Общественный обвинитель Фукье-Тенвиль монотонно и бесстрастно потребовал приговорить ее к смертной казни. И ее приговорили - под овацию зала.
Заседания шли с девяти утра до десяти вечера. Королеву мучили голод и жажда. Но я помню, как жандарм, подавший ей стакан воды, должен был испуганно оправдываться! Таково было настроение толпы. Под ее радостные крики королева покинула зал, приговоренная к встрече со мной.
А я, потомок презренных палачей, пошел готовиться принять вторую королевскую голову. Гордую голову красавицы королевы.
Впоследствии секретарь Трибунала рассказывал мне, как, придя после приговора в камеру, она бросилась, обессиленная, на кровать и час спала мертвым сном, а проснувшись, попросила письменные принадлежности и написала письмо принцессе Елизавете. Оно было передано Фукье-Тенвилю, и, кажется, он переслал его в Комитет Общественного Спасения. Одно знаю точно: бедная Елизавета никогда его не прочла…
Фукье как раз читал это письмо вслух судье Дюма, когда я пришел за приказом. Оно меня поразило, и я, выйдя, записал для потомства несколько строчек, которые мне удалось запомнить:
“Меня только что приговорили к тому, чтобы я соединилась с Вашим братом. Я надеюсь умереть с таким же присутствием духа, как и он… Ужасно, что Вы пожертвовали всем, чтобы остаться с нами, а я оставляю Вас в таком страшном положении… Я прошу моего сына никогда не забывать последних слов своего отца, которые я столько раз ему повторяла. Вот эти слова: “Пусть сын мой никогда не будет стараться отомстить за мою смерть”. Напоминайте их ему чаще, дорогая… Боже мой, как тяжело расставаться с Вами навсегда! Прощайте, прощайте, прощайте!”
В приказе, который я получил, было сказано, что казнь состоится завтра утром. Я спросил Фукье-Тенвиля:
- Когда выдадут закрытый экипаж?
Он подумал, не ответил и вышел из комнаты. Я понял - отправился совещаться с Робеспьером. Он умел служить начальству…
Вернувшись, Фукье объявил:
- Преступница королева ничем не должна отличаться от преступницы обычной, и ее следует везти в обычной позорной телеге.
Вот так!
Все повторилось, как при казни ее несчастного мужа. Целую ночь моя бедная богобоязненная жена молилась. И я не спал и молился. Второй раз проливать царственную кровь!
И во время молитвы в голове моей вдруг кощунственно зазвучали слова казненного Горзы: “Мы основали новое царство - твое”…

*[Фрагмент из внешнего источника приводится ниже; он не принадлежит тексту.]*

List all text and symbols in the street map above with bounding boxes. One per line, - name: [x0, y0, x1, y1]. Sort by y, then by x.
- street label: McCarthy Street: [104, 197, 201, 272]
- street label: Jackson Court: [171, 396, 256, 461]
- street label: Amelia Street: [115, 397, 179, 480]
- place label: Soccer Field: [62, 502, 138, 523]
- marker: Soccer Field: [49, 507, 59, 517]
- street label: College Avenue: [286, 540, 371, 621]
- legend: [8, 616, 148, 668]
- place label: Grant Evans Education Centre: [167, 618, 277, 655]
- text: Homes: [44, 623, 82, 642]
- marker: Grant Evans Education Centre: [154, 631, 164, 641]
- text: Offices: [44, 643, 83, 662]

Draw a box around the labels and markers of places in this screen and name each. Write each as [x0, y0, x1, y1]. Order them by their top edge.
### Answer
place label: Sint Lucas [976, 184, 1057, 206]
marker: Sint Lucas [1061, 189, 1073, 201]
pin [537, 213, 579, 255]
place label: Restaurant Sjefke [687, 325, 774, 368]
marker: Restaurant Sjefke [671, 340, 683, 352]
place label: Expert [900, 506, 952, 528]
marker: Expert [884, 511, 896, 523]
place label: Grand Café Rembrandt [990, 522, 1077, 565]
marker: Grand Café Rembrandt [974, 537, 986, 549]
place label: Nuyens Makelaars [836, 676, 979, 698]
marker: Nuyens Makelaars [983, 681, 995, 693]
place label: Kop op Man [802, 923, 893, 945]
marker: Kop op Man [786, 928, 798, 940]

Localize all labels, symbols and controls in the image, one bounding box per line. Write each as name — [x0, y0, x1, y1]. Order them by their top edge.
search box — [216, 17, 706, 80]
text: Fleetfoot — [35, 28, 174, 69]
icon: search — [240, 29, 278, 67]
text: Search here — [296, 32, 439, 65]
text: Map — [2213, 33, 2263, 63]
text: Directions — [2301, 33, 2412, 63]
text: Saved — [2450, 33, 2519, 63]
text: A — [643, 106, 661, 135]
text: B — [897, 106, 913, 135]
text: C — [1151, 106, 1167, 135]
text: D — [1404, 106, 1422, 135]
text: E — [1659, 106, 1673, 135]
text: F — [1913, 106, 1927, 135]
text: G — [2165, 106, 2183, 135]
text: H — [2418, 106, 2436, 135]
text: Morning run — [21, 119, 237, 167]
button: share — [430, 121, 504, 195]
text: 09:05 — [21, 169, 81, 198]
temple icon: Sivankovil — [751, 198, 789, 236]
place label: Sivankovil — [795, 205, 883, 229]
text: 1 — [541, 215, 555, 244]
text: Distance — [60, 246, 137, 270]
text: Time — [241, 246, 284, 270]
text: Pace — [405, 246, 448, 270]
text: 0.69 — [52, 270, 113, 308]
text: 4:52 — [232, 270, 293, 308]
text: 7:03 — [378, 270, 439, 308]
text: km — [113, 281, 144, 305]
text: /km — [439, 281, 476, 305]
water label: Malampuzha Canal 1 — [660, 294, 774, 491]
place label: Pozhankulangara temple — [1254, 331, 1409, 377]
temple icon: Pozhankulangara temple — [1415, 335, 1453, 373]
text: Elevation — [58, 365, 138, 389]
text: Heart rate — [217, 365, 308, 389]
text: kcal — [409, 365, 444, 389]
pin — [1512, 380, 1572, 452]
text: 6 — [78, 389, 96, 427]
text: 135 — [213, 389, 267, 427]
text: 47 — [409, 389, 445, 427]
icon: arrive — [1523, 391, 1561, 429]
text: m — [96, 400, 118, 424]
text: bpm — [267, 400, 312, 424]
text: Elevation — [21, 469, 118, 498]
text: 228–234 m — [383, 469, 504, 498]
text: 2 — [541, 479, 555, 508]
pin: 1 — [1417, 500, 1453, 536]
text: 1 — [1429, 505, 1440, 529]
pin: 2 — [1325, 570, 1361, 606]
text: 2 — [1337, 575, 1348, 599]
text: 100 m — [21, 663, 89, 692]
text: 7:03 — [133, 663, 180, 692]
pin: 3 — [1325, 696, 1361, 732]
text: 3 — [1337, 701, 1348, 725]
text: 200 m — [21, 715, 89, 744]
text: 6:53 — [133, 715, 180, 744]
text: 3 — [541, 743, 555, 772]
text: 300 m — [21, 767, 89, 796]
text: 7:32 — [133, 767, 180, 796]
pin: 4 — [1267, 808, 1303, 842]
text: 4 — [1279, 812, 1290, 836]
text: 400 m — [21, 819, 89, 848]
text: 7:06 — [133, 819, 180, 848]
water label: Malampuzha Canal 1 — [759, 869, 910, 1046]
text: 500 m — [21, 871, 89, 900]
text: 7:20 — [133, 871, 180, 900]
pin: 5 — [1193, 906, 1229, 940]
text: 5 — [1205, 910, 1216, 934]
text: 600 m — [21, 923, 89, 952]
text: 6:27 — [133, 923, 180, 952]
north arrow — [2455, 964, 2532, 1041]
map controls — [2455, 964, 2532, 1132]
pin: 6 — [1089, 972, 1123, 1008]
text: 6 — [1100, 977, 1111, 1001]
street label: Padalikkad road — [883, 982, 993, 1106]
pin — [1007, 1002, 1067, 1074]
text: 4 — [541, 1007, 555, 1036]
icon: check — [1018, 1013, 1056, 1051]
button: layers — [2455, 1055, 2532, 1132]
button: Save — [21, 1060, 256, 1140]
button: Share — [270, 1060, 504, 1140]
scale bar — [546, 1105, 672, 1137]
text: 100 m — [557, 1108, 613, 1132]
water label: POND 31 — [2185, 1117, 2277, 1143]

Я - их новый король? Смешно, граждане!
В пять утра уже гремели барабаны, призывающие к оружию национальных гвардейцев. Я отправился на площадь Революции - проверил страшный аппарат.
В десять утра я и мой сын (он теперь часто помогал мне на эшафоте) пришли в Консьержери. Тюрьма была окружена вооруженной охраной. Секретарь Революционного Трибунала Напье, который должен был присутствовать при казни, давясь от смеха, рассказал мне, как королева всю ночь подшивала и гладила белое платье - “готовилась к свиданию с матушкой гильотиной”.
Королеве, этой законодательнице мод, Робеспьер позволил иметь в тюрьме только два платья - черное и белое. Черное износилось совершенно, но она сохранила белое. Видно, уже думала, что оно понадобится ей для ее последнего выхода…
Камера, где Робеспьер проведет свою последнюю ночь перед гильотиной, будет совсем рядом с камерой королевы.
Я нашел королеву в комнатке, куда перед казнью приводили смертников. Она была в белом платье, и плечи ее были прикрыты белой косынкой. На голове, помню, был чепчик с черными лентами.
В полумраке комнаты она вновь была прекрасна. Увидев меня и моего сына, она все поняла, встала и сказала:
- Все в порядке, господа, мы можем ехать.
- Нужны некоторые предварительные меры… - сказал я.
Она молча повернула голову, и я увидел: волосы у нее уже были обрезаны. О предусмотрительная королева!
Все так же молча она протянула мне руки. Я ловко и совсем не больно связал их. Вот так человек из презренного рода Сансонов прикоснулся к руке королевы…
Выйдя во двор, она увидела мою телегу и побледнела. Она ожидала увидеть карету. Что ж, в первый и последний раз королеве придется ехать в телеге. В этом революционном экипаже!